TAMPA — As vice president, Joe Biden leaned in to the goofy "Uncle Joe" caricature of memes and satirical news stories. He wore aviators for the cameras while eating ice cream, and pointed and grinned behind President Barack Obama during nationally televised speeches.
But at a Democratic campaign rally Monday at the University of South Florida, the audience saw a different side of Biden. "Listen," he said over and over when the crowd wanted to laugh or cheer. "This is not a joke."
"I think there's something different about this election," Biden said. "This election is bigger than politics. For real. This goes well beyond."
This is the message Democrats in Florida led with on the first day of early voting in one of the key battleground states of these midterms, and they enlisted one of the party's most recognizable national figures to deliver it.
"American values are being shredded" by President Donald Trump, Biden asserted, and Florida is needed to lead the Democratic counter punch. "After Charlottesville, I could not be silent anymore. We're in the battle for the soul of America."
Biden kicked off a two-day trip to the Sunshine State in Tampa with Tallahassee mayor and gubernatorial candidate Andrew Gillum and Sen. Bill Nelson. Two years after Trump took Florida by just 1.2 percentage points, the two Democrats are running neck-and-neck in their closely watched races.
Now 75, Biden is the biggest name to come through the area since late July, when Trump campaigned for Gillum's rival, Republican gubernatorial candidate Ron DeSantis. Biden will remain in the Interstate 4 corridor on Tuesday to campaign with Nelson in Orlando, once again affirming the region's importance in statewide elections.
Speaking to a crowd of about 1,500 in a USF gym, Biden promised immediate change in Florida if voters put Democrats in charge of the state for the first time in 20 years.
Environmental officials will be allowed to say "climate change" again and Medicaid expansion will bring health care to 800,000 poor Floridians, Biden said, alluding to two flashpoints of Republican Gov. Rick Scott's administration.
"Andrew will change that overnight," Biden said.
Before Biden took the stage, Gillum fired up the audience with the kind of hopeful message that former President Barack Obama used to win the state in 2008 and 2012. He told the college students in the audience: "I want you to follow your dreams."
"I want to be the kind of state where you don't have to be on the first plane out of here," said Gillum, fresh off Sunday night's debate with DeSantis. "I want you to be able to choose to build your life right here in the state of Florida."
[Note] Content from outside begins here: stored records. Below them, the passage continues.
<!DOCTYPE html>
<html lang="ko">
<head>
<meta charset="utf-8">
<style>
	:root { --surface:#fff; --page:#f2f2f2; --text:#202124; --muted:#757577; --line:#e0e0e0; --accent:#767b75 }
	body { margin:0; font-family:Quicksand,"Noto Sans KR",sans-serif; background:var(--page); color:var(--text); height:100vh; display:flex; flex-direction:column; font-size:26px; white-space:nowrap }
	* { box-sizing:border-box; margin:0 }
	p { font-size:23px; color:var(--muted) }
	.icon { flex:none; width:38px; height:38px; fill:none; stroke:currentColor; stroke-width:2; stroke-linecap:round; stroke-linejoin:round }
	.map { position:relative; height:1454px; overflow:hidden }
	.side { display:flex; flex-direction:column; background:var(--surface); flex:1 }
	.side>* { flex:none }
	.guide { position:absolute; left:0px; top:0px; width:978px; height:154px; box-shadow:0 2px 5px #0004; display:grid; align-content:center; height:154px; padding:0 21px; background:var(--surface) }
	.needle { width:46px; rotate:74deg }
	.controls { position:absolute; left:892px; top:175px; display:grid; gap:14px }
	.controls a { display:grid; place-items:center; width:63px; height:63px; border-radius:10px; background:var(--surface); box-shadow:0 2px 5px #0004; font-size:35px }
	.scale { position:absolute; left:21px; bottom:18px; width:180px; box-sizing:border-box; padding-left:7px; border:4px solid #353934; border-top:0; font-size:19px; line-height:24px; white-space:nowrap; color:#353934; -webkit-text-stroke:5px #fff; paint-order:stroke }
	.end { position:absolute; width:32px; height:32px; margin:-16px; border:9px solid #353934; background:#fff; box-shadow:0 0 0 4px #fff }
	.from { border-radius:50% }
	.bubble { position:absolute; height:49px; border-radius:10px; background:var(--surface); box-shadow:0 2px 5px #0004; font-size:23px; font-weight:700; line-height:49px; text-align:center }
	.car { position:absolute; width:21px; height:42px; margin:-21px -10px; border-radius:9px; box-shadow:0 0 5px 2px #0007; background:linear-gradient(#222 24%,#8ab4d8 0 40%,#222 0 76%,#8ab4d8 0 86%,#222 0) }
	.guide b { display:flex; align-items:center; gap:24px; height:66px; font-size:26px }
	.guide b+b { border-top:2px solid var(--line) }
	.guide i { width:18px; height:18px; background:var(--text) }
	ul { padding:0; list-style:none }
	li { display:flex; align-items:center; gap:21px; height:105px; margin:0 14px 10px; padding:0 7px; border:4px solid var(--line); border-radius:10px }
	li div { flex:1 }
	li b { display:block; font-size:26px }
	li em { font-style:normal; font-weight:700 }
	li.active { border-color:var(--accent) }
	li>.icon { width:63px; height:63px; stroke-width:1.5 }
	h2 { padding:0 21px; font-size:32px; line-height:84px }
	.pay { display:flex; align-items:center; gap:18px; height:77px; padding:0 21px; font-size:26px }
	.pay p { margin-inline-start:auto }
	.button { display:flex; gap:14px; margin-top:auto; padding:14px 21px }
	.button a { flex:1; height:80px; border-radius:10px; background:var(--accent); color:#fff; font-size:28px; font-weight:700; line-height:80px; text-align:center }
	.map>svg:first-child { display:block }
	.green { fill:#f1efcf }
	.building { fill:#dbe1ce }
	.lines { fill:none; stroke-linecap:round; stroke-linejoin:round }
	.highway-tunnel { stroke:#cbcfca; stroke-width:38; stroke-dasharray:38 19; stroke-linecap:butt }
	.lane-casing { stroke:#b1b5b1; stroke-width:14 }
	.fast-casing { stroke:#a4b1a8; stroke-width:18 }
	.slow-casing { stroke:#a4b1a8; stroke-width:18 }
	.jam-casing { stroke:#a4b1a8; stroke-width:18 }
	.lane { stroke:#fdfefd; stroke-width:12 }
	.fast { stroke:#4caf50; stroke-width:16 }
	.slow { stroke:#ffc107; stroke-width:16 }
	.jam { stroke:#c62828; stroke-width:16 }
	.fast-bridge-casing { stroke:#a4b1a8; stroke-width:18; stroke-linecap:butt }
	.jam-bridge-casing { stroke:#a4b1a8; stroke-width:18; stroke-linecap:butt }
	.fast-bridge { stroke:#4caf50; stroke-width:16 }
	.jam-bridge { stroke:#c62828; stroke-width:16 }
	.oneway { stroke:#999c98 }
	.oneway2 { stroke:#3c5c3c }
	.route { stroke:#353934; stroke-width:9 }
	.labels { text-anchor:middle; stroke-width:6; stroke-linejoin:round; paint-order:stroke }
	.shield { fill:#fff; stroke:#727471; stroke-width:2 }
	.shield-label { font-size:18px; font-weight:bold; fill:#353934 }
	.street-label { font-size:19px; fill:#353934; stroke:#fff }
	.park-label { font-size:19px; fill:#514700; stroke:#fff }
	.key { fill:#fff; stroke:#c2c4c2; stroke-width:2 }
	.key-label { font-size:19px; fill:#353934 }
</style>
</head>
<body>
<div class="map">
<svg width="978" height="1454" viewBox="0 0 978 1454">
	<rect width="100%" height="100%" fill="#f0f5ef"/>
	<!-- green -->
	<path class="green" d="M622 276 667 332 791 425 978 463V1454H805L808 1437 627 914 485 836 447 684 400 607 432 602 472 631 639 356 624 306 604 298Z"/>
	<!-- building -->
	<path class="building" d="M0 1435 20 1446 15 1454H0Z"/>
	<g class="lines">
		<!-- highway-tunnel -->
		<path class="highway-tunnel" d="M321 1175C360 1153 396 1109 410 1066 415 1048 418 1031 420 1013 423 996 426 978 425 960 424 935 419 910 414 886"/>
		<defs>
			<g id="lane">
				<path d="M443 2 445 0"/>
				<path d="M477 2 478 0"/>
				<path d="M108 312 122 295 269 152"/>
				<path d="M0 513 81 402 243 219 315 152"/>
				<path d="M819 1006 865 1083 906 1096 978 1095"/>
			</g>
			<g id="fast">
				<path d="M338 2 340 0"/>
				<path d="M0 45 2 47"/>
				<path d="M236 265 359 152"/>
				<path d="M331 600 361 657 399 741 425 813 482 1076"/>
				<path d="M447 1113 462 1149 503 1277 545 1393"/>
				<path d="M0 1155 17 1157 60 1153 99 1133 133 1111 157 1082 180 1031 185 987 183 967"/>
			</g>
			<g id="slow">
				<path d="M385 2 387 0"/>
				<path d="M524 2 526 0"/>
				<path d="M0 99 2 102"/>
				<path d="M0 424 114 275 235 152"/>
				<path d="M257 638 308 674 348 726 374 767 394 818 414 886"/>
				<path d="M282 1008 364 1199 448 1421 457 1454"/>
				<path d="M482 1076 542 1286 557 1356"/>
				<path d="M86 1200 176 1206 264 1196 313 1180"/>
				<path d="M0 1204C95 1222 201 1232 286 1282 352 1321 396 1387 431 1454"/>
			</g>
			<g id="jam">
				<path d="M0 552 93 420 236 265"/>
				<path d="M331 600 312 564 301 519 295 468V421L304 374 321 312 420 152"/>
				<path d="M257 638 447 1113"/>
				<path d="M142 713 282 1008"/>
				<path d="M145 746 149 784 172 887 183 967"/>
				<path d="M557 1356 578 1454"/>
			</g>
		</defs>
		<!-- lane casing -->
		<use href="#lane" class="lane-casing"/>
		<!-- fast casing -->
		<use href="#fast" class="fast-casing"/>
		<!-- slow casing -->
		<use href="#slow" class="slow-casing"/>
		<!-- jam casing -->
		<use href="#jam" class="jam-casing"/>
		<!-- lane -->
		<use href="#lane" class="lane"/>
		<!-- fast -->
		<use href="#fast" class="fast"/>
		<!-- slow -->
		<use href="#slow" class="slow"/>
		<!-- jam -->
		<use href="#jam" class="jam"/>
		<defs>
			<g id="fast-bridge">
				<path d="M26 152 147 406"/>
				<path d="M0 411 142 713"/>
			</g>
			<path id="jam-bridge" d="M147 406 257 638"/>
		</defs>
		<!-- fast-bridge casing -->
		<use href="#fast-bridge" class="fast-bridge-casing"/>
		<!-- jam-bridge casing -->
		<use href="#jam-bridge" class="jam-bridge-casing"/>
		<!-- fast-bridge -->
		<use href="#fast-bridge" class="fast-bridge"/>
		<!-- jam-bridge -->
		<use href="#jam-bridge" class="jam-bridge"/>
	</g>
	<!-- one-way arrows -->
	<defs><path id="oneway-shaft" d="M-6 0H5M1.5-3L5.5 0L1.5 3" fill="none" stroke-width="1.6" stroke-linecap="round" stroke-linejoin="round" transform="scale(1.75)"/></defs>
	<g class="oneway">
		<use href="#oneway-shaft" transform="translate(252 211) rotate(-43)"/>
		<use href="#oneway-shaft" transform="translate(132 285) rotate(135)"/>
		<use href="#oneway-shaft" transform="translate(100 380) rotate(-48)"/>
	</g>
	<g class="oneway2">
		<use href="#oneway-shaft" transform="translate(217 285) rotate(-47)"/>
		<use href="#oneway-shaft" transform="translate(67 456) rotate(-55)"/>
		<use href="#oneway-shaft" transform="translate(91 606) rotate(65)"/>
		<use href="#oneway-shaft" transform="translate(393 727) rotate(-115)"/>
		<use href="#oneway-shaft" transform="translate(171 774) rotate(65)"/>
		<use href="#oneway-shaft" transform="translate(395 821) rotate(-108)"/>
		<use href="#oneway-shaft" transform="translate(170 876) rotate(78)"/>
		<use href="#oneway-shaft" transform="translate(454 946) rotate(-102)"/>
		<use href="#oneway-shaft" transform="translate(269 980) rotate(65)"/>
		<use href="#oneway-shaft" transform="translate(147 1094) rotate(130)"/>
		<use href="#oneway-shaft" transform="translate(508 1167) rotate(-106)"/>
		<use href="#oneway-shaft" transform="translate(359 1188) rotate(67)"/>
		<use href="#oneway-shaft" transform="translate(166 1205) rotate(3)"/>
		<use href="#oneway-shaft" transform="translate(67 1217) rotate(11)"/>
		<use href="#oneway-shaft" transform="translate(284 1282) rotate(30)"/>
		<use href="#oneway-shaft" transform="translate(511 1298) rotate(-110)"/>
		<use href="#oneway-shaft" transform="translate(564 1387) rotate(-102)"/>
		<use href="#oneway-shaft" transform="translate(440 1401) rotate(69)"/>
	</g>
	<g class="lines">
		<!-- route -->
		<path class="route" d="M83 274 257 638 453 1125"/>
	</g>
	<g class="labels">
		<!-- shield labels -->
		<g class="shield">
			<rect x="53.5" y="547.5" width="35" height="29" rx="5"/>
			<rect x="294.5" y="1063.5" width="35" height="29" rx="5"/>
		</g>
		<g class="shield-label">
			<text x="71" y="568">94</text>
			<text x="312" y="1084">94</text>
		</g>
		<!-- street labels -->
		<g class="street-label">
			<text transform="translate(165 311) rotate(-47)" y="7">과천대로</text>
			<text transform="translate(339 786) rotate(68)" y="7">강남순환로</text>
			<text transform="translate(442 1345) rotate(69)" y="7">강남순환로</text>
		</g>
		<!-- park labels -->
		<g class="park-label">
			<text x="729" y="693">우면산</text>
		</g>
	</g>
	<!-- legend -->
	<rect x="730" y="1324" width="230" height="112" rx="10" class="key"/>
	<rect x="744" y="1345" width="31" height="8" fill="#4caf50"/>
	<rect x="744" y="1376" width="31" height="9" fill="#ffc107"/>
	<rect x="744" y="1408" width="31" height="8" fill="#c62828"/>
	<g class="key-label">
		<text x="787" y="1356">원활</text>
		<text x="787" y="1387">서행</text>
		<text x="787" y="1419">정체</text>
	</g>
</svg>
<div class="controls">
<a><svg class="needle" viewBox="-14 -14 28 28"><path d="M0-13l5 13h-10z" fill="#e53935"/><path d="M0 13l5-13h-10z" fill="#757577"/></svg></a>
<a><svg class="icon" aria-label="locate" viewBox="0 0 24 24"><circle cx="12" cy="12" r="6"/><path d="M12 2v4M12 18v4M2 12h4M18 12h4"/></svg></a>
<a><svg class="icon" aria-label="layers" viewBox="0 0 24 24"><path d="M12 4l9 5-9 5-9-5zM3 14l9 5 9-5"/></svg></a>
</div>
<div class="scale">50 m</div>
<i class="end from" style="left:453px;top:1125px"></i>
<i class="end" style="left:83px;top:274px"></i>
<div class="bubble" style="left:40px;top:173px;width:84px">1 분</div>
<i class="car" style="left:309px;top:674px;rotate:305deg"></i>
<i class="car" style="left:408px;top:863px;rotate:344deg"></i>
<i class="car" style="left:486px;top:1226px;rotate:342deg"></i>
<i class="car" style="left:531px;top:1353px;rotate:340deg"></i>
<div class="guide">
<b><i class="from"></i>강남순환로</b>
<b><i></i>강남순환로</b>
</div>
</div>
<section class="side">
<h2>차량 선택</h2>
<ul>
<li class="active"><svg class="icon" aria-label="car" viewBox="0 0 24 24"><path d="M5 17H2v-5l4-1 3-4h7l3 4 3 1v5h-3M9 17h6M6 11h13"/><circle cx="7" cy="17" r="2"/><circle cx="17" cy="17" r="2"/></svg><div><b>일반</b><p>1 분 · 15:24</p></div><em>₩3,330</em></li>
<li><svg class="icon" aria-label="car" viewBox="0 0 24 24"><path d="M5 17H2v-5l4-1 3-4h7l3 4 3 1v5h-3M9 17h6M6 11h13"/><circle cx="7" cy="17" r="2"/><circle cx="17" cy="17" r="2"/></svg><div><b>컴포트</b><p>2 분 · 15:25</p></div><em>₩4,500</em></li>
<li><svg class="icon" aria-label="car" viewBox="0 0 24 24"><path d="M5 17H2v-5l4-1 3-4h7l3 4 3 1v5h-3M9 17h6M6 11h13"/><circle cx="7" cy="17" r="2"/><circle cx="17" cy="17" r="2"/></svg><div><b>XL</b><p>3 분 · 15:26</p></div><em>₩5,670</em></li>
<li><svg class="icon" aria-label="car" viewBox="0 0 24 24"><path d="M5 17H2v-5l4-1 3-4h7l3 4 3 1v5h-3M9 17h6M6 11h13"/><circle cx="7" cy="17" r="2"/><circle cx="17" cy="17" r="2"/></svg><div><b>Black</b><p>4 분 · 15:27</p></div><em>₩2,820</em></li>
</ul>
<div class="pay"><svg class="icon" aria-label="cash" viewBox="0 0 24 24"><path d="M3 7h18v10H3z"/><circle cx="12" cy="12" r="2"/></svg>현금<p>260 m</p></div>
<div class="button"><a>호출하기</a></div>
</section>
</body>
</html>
It's a message that resonated with Acree Trivett, a 21-year-old USF student from Daytona Beach. Trivett, a LGBTQ woman, said she has often considered leaving the state after graduating because of its conservative record on gay issues.
"I want to live in the state I was born in," she said. "I don't always know if I can do that."
There is a strong sense among Democrats that Gillum has brought an excitement to the ticket that will lure voters who traditionally skip mid-term elections. Polls have consistently shown him slightly ahead of DeSantis and often outperforming Nelson, who is in a tight race against Scott.
Monday's rally, while celebrating the entire ticket, certainly had the flair of a Gillum event. Gillum signs easily outnumberd those for Nelson. Nelson, 76, is the more senior official, but he introduced Gillum, 39. Audience members strained and held up phones to capture Gillum's speech on video.
And there was a noticeable difference in how the lineup of Democratic speakers talked about Gillum versus Nelson.
"I have seen excitement before, but let me tell you, this man is on fire," House Minority Leader Janet Cruz said of Gillum. "This man is going to change Florida forever."
Whether that translates into turnout is still to be determined. Republicans have built up a substantial lead in voting by mail so far, with more than 411,000 GOP voters returning their ballots compared to about 359,000 Democrats, 161,000 independent voters and 5,000 who belong to minor parties.
Early voting began Monday in 31 of the state's 67 counties. They included Pinellas, Hillsborough, Miami-Dade and Broward, and eight of the state's 10 most populous counties. Early voting will be underway in all 67 counties by Saturday, Oct. 27.
Most counties had not yet reported their first-day early voting totals early Monday night. But election web sites reported no long lines at voting locations. Early voting has traditionally been more popular with Democrats than Republicans.
Scott's campaign poked fun at Nelson's slot as a warm up-act for Gillum despite being atop the ticket.
"In the closing weeks of this campaign, liberal Andrew Gillum is calling in the cavalry of liberal Washington politicians to prop up his campaign," Scott spokesman Chris Hartline said. "Oh, and Bill Nelson was there too."
Biden acknowledged Gillum presented a unique opportunity for Florida voters to elect the state's first black governor.
It was an opportunity he said he never thought possible until he was sworn in alongside Obama.
"Don't tell me that things cant change. Don't tell me that won't happen," Biden said. "It's time. It's time. It's time."